Solved – If the AIC and the BIC are asymptotically equivalent to cross validation, is it possible to dispense with a test set when using them

aicbiccross-validation

Several sources I've come across state that the AIC and the BIC are asymptotically equivalent to cross-validation (see multiple answers here for example, and here), .

When training a predictive model, is this useful in practice, or is it just a theoretical consideration?

Empirically, is there a sample size above which we can dispense with using a test set and use all the data we have for training, given this asymptotic equivalence?


I've recently come across a professional demand forecasting which does automated forecast generation. Based on the documentation, they don't split their time series into train and test, they simply tain a bunch of models and then just take the model with the best BIC – which seems to hint at the idea that the AIC and BIC are useful in practice, but I'm not sure.

Could the above mentioned equivalence between BIC and CV be why this package works this way – or is there another reason why they dispense with train/test split and simply go with the BIC as a model selection criteria?

(note that this package is designed to handle millions of time series concurrently)

Best Answer

AIC is asymptotically equivalent to leave-1-out cross-validation (LOOCV) (Stone 1977) and BIC is equivalent to leave-k-out cross-validation (LKOCV) where $k=n[1−1/(\log(n)−1)]$, with $n=$ sample size (Shao 1997). So if you are happy with LOOCV or LKOCV in terms of optimizing model prediction error and consistency of selection, respectively, then yes you could in principle get rid of splitting the data in a training & test set. Note that within the context of L0-penalized GLMs (where you penalize the log-likelihood of your model based on lambda * the nr of nonzero coefficients, i.e. the L0-norm of your model coefficients) you can also optimize the AIC or BIC objective directly, as $\lambda = 2$ for AIC and $\lambda=\log(n)$ for BIC, which is what is done in the l0ara R package.

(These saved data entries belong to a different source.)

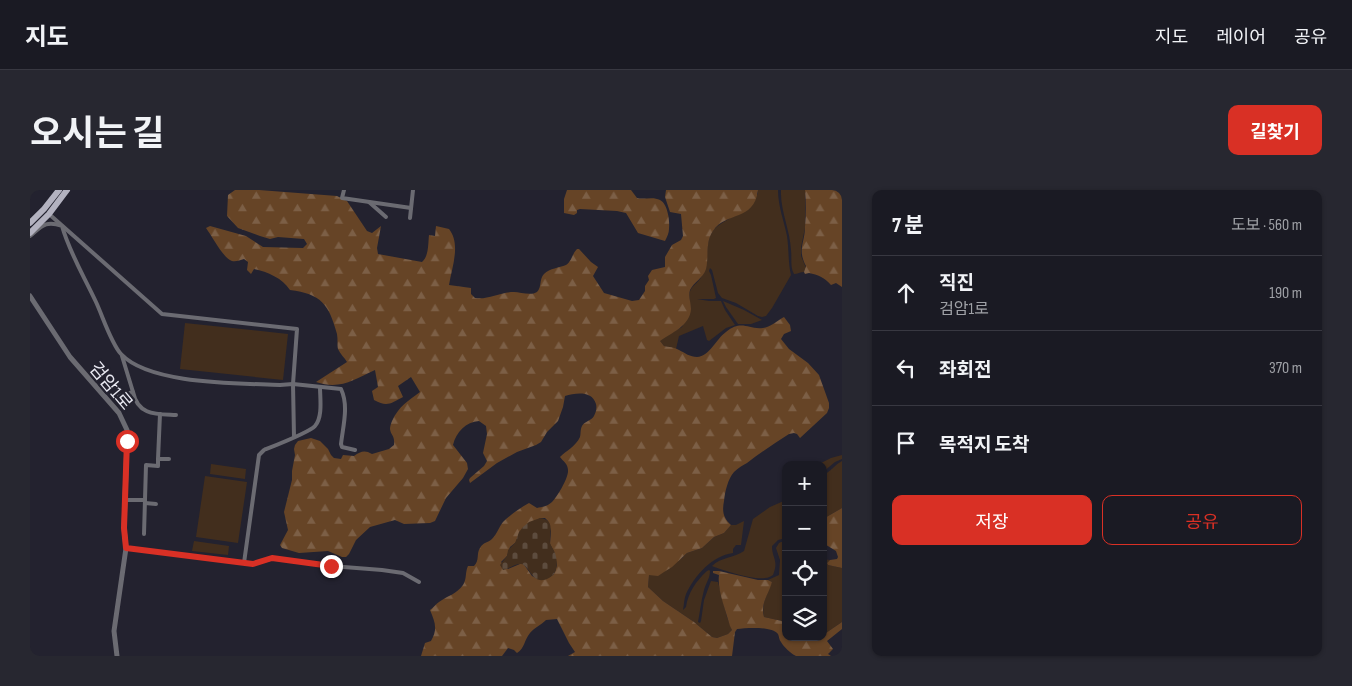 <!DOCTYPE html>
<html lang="ko">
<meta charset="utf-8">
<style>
:root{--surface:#1a1a23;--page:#272730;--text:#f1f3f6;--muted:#9fa1a6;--line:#383841;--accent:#d93025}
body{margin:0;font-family:"Sofia Sans Condensed","Noto Sans KR",sans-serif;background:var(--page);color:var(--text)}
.controls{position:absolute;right:15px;bottom:15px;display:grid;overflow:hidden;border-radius:10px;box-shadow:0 1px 4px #0004}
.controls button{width:45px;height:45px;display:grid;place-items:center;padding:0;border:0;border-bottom:1px solid var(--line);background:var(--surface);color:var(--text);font:25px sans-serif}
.stop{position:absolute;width:15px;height:15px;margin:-11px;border:4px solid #d93025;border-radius:50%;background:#fff}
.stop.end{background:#d93025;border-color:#fff;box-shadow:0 1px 5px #0008}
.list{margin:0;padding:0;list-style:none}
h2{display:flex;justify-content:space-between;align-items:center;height:65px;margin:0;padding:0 20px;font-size:21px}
h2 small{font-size:16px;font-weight:400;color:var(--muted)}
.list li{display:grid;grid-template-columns:32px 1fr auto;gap:15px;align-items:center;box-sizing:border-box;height:75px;padding:0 20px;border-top:1px solid var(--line)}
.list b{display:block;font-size:19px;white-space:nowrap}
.list p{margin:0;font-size:16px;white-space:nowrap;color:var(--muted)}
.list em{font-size:16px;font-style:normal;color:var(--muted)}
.actions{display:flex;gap:10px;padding:15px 20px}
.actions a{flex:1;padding:11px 0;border:1px solid var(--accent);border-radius:10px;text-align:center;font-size:18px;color:var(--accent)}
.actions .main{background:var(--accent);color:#fff}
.icon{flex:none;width:28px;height:28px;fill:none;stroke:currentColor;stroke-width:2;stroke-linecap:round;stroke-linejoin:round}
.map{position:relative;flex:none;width:812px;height:466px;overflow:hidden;border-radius:10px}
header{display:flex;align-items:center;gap:30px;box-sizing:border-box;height:70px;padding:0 25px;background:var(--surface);border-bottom:1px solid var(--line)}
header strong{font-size:24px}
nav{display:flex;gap:28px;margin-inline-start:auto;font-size:18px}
.intro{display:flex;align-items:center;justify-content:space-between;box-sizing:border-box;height:120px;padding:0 30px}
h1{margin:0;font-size:35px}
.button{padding:12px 22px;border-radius:10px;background:var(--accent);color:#fff;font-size:18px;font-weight:700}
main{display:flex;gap:30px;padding:0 30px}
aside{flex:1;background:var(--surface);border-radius:10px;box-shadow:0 1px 4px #0004}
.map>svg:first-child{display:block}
.green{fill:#422e1d}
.forest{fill:url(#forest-firs);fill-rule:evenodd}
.cemetery{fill:url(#cemetery-stones)}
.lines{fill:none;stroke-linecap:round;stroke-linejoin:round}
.minor{stroke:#6b6b72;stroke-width:4}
.tertiary{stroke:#6b6b72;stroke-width:5}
.primary{stroke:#b3b2c0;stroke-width:6}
.route{stroke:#d93025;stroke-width:6}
.labels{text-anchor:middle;stroke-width:4.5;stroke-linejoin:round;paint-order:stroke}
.street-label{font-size:18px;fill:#e9e9f2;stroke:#23222f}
</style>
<header>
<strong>지도</strong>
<nav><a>지도</a><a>레이어</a><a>공유</a></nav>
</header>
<div class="intro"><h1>오시는 길</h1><a class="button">길찾기</a></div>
<main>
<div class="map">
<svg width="812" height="466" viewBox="0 0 812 466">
<defs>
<pattern id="forest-firs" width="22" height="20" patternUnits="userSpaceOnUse" patternTransform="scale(1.25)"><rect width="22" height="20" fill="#664426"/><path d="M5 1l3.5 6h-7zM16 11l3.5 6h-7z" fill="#7c5f46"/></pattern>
<pattern id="cemetery-stones" width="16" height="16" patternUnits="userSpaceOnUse" patternTransform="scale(1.25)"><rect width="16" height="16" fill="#422e1d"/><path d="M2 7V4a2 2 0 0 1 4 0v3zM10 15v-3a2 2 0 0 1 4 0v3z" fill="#5d4c3e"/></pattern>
</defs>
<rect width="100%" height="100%" fill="#23222f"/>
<g class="green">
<path d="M 728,0 L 748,0 C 748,16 754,31 757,46 C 759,59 758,73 761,85 L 742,118 L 736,126 L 732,127 L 728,126 L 706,113 L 692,108 L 688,103 L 682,80 L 680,78 L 679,81 L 681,85 L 686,108 L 684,109 L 667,109 L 679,111 L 691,111 L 695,120 L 705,135 L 696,138 L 679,151 L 677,150 L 673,136 L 649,146 L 646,159 L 634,156 L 629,150 L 652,137 L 661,118 C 655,93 667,99 673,83 C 678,72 676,60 679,49 C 684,35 691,35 701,27 C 710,19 719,12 728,4 Z"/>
<path d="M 751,0 L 775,0 L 775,38 L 771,57 L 771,66 L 776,78 L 774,82 C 770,82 768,84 764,84 C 760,77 762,69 761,60 C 760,40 750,20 751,0 Z"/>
<path d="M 693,111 L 714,120 L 732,130 L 721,134 L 708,134 L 696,117 Z"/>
<path d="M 155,133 L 258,144 L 253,190 L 150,179 Z"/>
<path d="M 812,265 L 812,269 L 805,272 L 793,282 L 793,275 L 787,275 L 801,268 Z"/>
<path d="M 812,271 L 812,318 L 793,329 L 793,285 C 801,282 804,275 812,271 Z"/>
<path d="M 181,274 L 216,279 L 215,289 L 180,284 Z"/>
<path d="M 175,286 L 217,292 L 208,353 L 166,347 Z"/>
<path d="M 756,310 L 756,348 L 748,350 L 742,356 C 742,369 749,370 743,385 C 741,386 738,388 735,388 C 723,390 694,381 682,376 C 691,367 704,368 714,361 L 723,329 L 740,317 Z"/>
<path d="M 714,331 L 711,355 L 706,355 L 703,359 L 703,363 C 682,366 665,385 656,404 C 654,409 654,415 653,420 L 656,417 C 658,403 666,391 677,381 L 679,380 L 680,381 C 680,388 676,393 674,400 C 671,411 670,422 668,432 L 670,433 L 671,431 L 674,410 L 681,391 L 688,392 L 697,427 L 702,440 L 698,444 L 687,448 L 682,447 L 664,432 L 633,411 L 618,397 L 619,385 L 652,368 L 657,363 L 672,358 L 684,347 L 694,343 L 701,335 L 706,335 Z"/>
<path d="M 164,351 L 199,356 L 198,365 L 162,361 Z"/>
<path d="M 751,352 L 756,352 L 756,429 L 752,431 L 734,427 C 731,415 737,403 742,392 L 738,390 L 749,385 L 750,370 L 746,358 L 749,353 Z"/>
<path d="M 793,369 L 800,370 L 797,373 L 798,375 L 812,378 L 812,432 L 793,445 Z"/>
</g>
<g class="forest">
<path d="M 205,0 L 229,0 L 307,6 L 317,11 L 337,41 L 342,43 L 351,36 L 347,58 L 348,64 L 392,72 C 399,66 398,54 399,45 L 405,46 L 406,36 L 419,39 C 431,54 422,77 419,95 L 441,98 L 441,104 L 445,108 C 458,110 470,102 484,102 C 490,102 501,106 507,102 C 512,97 509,89 514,84 C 520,78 529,78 536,75 C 542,71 542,64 547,59 L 549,59 L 561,72 L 568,77 L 563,86 L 574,103 L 602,111 L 609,110 L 615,101 L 615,96 L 619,90 L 618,86 L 622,80 L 635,77 L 635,67 L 642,55 L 651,50 L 653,46 L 651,24 L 640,22 L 635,7 L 636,0 L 728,0 C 724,32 696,21 683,41 C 675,52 679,67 676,79 C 673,88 664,92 660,100 C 658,107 661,113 661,119 C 660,136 641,143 630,151 L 634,156 C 639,157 644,157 649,160 C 655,163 660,167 667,167 C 680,166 686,149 696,142 C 712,129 718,140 733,138 C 740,137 747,131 754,127 L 760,135 L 761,141 L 754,144 L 751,149 L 759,159 L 778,173 L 789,185 L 799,213 L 799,218 L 797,223 L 770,248 L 767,244 L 764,243 L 759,244 C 745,253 731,262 717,273 C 713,275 708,278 704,282 C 698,289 695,301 694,311 C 692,321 693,328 701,335 L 694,343 L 684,347 L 672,358 L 657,363 L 642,377 L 634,382 L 628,386 L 619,385 L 618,397 L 633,411 L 664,432 L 682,447 L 687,448 L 698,444 L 702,440 L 700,436 C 696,421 687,400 689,385 L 683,383 L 683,381 L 689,381 L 728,390 L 738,390 L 742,392 C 739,404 730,413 734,427 L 752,431 L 756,429 L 756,447 L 793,447 L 793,445 L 812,432 L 812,439 L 797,451 L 803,459 L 798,464 L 801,466 L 766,466 C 760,463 754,457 751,452 C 749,450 749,446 748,444 C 742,436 716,438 707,439 L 705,442 L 702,466 L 538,466 L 545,462 L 539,453 L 527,429 L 516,430 C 511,435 504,438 500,443 C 494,450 495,458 487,463 L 484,460 L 478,458 L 472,466 L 391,466 L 395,453 L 401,451 C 408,439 405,432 400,420 C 403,418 406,414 409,412 C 417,406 427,404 433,395 C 437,389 435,382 438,376 L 444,376 C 450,370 446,364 450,358 C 453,352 458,353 462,349 C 467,344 469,337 473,332 C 480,325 490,318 499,313 L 507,318 C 512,317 518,316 522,312 C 527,307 539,287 538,280 C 538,274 533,271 530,267 C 536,261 546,256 550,247 C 551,244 550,240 552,236 C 555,231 561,231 564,226 C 566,222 567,218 566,214 C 562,200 545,203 535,206 L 533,217 L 528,231 L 517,242 L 511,252 L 506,255 L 487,262 L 467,273 L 440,293 L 439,290 L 440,288 L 454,276 L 457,271 L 453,263 L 457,244 L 456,236 L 449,231 C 436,232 426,242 423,255 L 437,273 L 438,279 L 433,288 L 416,308 L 405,331 L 400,333 L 374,334 L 365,330 L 340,337 L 326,350 L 319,364 L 316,367 L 312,367 L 298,361 L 269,363 L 252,358 L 250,355 L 258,340 L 254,322 L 262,290 L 262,281 L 265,265 L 264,259 L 265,255 L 268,251 L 281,248 L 290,251 L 298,259 L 301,265 L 304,268 L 311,269 L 313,265 L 324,266 C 331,261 335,260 342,264 L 359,259 L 364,255 C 365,245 361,246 360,239 C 360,236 361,234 362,231 C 369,216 378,211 390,202 L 381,187 L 368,196 L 373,207 C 360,214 357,217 344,210 L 342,201 L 348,197 L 345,180 C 323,190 310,200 286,192 L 317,172 C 315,168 310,164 308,159 C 307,155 308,149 307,144 C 299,114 291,104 260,100 C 252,88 238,82 224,79 L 221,84 L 217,80 L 218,72 L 214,69 C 210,70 206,72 202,71 C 193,68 182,46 176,38 L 180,36 L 216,46 L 233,57 L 273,58 L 277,54 L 274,49 L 248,47 L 240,49 L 230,46 L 208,38 L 197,26 L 198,5 ZM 510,328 L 515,328 L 518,331 L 521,341 L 520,354 L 524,362 L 527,375 L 525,382 L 523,385 L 515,389 L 506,388 L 502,386 L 495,376 L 493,374 L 490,374 L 478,379 L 471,372 L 477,366 L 480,357 L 485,353 Z"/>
<path d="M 537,0 L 601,0 L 607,8 C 614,10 623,6 630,10 C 638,14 640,32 639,39 C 639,43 637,47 635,51 L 608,43 L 596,23 L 587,21 L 550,19 L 547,20 L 547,23 L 544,25 L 534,23 L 534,9 Z"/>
<path d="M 775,0 L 812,0 L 812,97 L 806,93 L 801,95 C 794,87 788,85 779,83 L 775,84 L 774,82 L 776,76 C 767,59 775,53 775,37 C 776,24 776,12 775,0 Z"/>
<path d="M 812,318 L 812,378 L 798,375 L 797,373 L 800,370 L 807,369 L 808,367 L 806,361 L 793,353 L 793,329 Z"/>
</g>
<path class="cemetery" d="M 510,328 C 526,330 519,342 520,353 C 521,356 524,360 525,363 C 528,372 528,383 519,388 C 502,397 500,375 491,374 C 485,373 479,379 473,380 L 470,375 L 477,366 L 478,360 L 485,353 L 489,342 L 493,337 L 499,332 Z"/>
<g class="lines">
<g class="minor">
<path d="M 314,0 L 312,8 L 381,18"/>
<path d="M 339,12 L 356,27"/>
<path d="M 19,24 L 132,124 L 267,139 L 263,194 L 264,247"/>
<path d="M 380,28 L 383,0"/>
<path d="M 0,46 C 12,36 16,30 32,36 C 40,64 54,86 66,112 C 73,127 81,153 91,164 C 120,195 210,193 250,195 L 263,194 L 311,199 C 319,216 313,236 311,254 L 312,257 L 325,260"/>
<path d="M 103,202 C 108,226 127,224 146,225"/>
<path d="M 84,208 L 103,202 L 92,166"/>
<path d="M 130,224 L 128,269 L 139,269"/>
<path d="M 95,310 L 115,310"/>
<path d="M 115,313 L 126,314"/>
<path d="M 114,344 L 116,275 L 128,276 L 128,269"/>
<path d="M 96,358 L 223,374 L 243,368 L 301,376 L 352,380 L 373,383 L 389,392"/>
<path d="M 214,373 L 229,265 L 234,260 C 244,256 280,242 285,236 C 293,227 290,208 290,197"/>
</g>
<path class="tertiary" d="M 0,106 L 40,167 L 89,223 L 97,240 L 97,251 L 94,338 L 96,358 L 84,441 L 87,466"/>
<g class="primary">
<path d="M 0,33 L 14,19 L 29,0"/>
<path d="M 0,43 L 19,24 L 37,0"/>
</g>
</g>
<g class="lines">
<path class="route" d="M 97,251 L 94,338 L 96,358 L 223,374 L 242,368 L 301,376"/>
</g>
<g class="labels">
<g class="street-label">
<text transform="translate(81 196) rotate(50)" y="6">검암1로</text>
</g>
</g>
</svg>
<div class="controls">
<button>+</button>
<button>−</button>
<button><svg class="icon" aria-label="locate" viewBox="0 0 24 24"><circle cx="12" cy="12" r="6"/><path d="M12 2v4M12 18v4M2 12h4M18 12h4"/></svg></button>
<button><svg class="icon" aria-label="layers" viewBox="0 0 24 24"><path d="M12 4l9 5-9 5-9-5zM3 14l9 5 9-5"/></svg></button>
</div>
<div class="stop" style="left:97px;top:251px"></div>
<div class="stop end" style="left:301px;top:376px"></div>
</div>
<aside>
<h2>7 분<small>도보 · 560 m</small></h2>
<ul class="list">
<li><svg class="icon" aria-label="ahead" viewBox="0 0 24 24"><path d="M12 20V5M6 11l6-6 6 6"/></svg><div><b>직진</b><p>검암1로</p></div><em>190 m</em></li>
<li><svg class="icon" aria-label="left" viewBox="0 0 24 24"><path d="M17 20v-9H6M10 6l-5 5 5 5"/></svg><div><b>좌회전</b></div><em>370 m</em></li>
<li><svg class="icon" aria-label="arrive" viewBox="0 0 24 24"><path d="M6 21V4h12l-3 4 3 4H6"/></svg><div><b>목적지 도착</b></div></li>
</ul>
<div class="actions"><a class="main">저장</a><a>공유</a></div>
</aside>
</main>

To me this makes more sense than what they e.g. do in the case of LASSO or elastic net regression in glmnet, where optimizing one objective (LASSO or elastic net regression) is followed by the tuning of the regularization parameter(s) based on some other objective (which e.g. minimizes cross validation prediction error, AIC or BIC).

Syed (2011) on page 10 notes "We can also try to gain an intuitive understanding of the asymptotic equivalence by noting that the AIC minimizes the Kullback-Leibler divergence between the approximate model and the true model. The Kullback-Leibler divergence is not a distance measure between distributions, but really a measure of the information loss when the approximate model is used to model the ground reality. Leave-one-out cross validation uses a maximal amount of data for training to make a prediction for one observation. That is, $n −1$ observations as stand-ins for the approximate model relative to the single observation representing “reality”. We can think of this as learning the maximal amount of information that can be gained from the data in estimating loss. Given independent and identically distributed observations, performing this over $n$ possible validation sets leads to an asymptotically unbiased estimate."

Note that the LOOCV error can also be calculated analytically from the residuals and the diagonal of the hat matrix, without having to actually carry out any cross validation. This would always be an alternative to the AIC, as that is only an asymptotic approximation of the LOOCV error.

References

Stone M. (1977) An asymptotic equivalence of choice of model by cross-validation and Akaike’s criterion. Journal of the Royal Statistical Society Series B. 39, 44–7.

Shao J. (1997) An asymptotic theory for linear model selection. Statistica Sinica 7, 221-242.